Yeah, I wish this was done in the first few days...now it'll be the same thing all over again. But I think at least this time it will be private? Don't suppose this will be televised like the memorial?
 
there better be 24 hour security at his resting place. not talking about regular security at the gate falling a sleep.
forest lawn is a beautiful place though. it is surrounded by the beauty of nature. I was pretty shocked at how beautiful the area was.
 
I wish Michael is buried at undisclosed location if possible. It is not good to risk someone trying something with his body. Fans or haters both.
 
Can't believe we're talking about this guys. :cry: It hurts. I can't imagine what it's like for his children and family.
It's time he was buried though. Oh God it feels so awful to say that :cry:
 
First off, group hug :better:
I know it hurts, but we have each other to support :) hang in there everyone!


As much as I love Michael I feel sorry for the others buried at Forest Lawn. Michael is so big and Iconic that it makes everyone else buried there almost irrelevant. This is why I wanted him buried at Neverland.

I agree. I wanted him to be burried at Neverland not only because I thought that'd be the best place, but also because there'd be so many fans that are planning on paying respects to him. I'm not sure how a cemetary would be able handle that because other people are burried there too. i don't know :scratch:
 
I can't take this...watching his videos....I can't imagine he is gone! damn I thought I was getting over this.....
 
Man, this is getting so hard right now I can't think. :cry: I wish we were all together in person to support each other.
 
This is just heartbreaking. He really is gone.I can't believe it. It's been over a month and I'm still in denial, thinking he's somewhere enjoying himself with his beautiful children. He's not dead! God, I cried so hard the other night. I haven't cried this much since 2002 when my grandmother passed away.

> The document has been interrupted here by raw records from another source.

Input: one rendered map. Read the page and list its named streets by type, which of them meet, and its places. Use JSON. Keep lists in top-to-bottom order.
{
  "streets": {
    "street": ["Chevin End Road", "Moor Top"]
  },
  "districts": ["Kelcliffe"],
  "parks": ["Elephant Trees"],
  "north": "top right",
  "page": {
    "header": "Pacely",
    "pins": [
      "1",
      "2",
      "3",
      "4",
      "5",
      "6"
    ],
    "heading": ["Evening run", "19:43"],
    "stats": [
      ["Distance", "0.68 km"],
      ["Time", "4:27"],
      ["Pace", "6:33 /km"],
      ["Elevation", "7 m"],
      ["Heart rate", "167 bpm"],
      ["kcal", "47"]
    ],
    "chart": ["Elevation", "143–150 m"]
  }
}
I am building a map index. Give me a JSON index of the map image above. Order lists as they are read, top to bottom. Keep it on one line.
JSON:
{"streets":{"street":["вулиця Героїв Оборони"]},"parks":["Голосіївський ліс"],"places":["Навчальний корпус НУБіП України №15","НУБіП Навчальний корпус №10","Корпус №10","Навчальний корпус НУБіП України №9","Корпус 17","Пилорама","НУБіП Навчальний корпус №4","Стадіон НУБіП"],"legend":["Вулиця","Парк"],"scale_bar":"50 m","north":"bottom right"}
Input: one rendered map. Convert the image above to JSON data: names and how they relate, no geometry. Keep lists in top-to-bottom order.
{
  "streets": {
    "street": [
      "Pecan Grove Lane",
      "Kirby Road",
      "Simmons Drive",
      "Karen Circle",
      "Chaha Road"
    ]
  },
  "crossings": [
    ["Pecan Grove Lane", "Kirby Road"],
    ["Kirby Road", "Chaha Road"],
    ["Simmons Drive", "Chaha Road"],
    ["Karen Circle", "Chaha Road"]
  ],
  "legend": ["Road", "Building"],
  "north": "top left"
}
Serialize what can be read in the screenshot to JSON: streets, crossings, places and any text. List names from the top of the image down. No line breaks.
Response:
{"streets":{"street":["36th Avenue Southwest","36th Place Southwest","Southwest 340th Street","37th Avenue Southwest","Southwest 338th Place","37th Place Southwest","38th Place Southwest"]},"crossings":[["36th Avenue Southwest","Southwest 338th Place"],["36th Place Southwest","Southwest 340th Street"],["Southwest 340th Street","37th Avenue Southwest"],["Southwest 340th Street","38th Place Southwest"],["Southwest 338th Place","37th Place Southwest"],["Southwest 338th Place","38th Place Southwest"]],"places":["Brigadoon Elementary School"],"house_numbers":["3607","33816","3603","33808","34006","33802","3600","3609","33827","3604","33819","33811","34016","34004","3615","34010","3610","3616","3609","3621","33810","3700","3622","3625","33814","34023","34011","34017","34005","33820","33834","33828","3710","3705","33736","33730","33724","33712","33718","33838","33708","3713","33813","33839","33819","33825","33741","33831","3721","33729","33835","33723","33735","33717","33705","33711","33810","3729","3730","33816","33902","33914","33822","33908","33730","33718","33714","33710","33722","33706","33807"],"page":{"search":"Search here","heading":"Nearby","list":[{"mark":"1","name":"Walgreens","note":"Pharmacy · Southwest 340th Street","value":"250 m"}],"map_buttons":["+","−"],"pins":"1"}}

His burial will make it final. I just wish they would have put him to rest a month ago. My sweet Michael. I'll miss you forever. It's bringing up all the emotions. I just hope his children are going to be happy and healthy, that's all that matters.
 
may you finally rest in peace, Michael :(
we miss you.
 
I want michael to be laid to rest finally but the thought of him just laying there forever and ever is heartbreaking, this bloody hurts so much and it should never have happened :cry: i want this year to be over
 
Sometimes I have moments where I find myself wondering if I'm in a coma or something. Like in a everlasting dream, and I can't wake up... but just waiting to be woken up by someone or something, this is so terrible. But I know it's not a dream, but I'm in such denial at times... :( It doesn't seem real, and I don't care how long it has been.

Wounds are still fresh! Don't know how long it's going to feel like this.
 
I want michael to be laid to rest finally but the thought of him just laying there forever and ever is heartbreaking, this bloody hurts so much and it should never have happened :cry: i want this year to be over

i know thats why i wanted him to stay at forest green (not burried) 4ever. the thought of him being burried and his body just rotting away upsets me more than anything *crying* i know hes gone but i want his physcial body to still be here. i know its daft but it kills me inside
 
i know thats why i wanted him to stay at forest green (not burried) 4ever. the thought of him being burried and his body just rotting away upsets me more than anything *crying* i know hes gone but i want his physcial body to still be here. i know its daft but it kills me inside

It's not daft. I was wanting that too... Just the idea of him being buried just makes it all final and real. I don't want it to be real just not yet. But I have to think that his physical body is not really him, he's already moved on... I don't know. Don't like the idea of Michael in the ground. The cemetery.
 
This is the last thing I thought I was going to hear this year or at all.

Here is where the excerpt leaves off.